GPU compute – what is it and why do we care?
GPU compute is one of the hottest topics today – but what exactly is it, and why should we all care about it for mobile devices?
Answering the first question is relatively easy, as the name already gives it away: GPU compute is about using the GPU for something which is not graphics, but instead for generalized compute (usually in the form of number crunching). This usage scenario makes sense, as GPUs have very large numbers of Arithmetic Logic Units (ALUs), and doing shader calculations (for vertex and pixel processing) is, at a basic level, no different from other more generic types of calculations.
GPU compute means highly parallel, independent processing
So does that mean that the GPU will replace the CPU which has historically been the resource for number crunching? Not quite, as another key characteristic comes into play with GPU compute and that is parallelism. GPUs are number crunching beasts, but they have been designed for graphics processing; and in this usage scenario, data elements are inherently independent. Independent means that one vertex, which forms a 3D object, does not impact the calculation of any other vertex being processed – they are independent. The same is true for pixel processing. The calculations for one pixel on the screen are not directly influenced by the calculations for any other pixel on the same screen. Again, they are inherently independent.

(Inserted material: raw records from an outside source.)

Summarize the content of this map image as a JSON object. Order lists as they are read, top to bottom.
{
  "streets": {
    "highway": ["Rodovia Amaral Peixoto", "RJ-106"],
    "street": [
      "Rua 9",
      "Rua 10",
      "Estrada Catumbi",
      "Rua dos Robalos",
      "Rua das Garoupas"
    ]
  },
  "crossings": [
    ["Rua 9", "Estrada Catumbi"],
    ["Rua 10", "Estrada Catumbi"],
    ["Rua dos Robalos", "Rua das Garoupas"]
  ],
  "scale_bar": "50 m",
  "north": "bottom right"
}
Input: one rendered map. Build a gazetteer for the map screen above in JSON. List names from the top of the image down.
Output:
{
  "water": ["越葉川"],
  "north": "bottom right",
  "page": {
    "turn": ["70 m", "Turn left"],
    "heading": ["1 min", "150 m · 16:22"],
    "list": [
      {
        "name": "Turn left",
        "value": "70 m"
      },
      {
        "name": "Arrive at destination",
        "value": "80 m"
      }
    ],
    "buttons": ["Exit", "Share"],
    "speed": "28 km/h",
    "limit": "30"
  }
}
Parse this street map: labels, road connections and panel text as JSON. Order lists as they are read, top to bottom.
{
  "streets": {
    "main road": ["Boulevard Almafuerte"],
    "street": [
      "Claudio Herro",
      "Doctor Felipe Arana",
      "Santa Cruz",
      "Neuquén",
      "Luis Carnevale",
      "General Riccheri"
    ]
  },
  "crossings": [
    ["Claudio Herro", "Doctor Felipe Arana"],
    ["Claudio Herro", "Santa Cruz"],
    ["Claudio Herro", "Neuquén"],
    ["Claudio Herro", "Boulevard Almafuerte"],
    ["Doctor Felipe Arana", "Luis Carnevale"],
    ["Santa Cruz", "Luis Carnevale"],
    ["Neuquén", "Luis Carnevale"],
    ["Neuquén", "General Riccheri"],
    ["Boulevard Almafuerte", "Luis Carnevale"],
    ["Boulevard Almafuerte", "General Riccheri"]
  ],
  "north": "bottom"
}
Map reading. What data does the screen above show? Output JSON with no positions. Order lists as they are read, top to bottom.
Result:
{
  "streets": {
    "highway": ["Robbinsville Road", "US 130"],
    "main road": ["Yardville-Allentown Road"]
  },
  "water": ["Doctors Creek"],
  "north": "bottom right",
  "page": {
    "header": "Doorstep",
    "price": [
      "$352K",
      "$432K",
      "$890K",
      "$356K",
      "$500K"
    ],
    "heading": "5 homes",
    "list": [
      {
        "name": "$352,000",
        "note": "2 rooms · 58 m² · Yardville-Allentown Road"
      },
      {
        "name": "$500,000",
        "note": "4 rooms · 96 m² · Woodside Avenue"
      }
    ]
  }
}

This independence allows for massively parallel processing, where many vertices and/or pixels can be processed in parallel. GPUs are very much designed with this parallelism in mind, and typically a GPU consists of tens or even hundreds of parallel compute engines which all independently process data. This architectural design means that GPUs are fast and highly efficient at processing generic data elements matching the graphics usage case.
Now this is exactly what makes GPU compute different from CPU compute. CPU compute has historically been dependent compute, in which the CPU is a decision engine where what is currently being processed has a strong dependency on what was previously processed. This is known as serial processing. GPUs, on the other hand, have many parallel compute units. Using these parallel units for serial compute is typically inefficient, as the inherent architectural parallelism becomes less efficient and the resulting performance would be lower. CPUs have been designed with this in mind and thus excel, as far as it is possible, at executing serial tasks.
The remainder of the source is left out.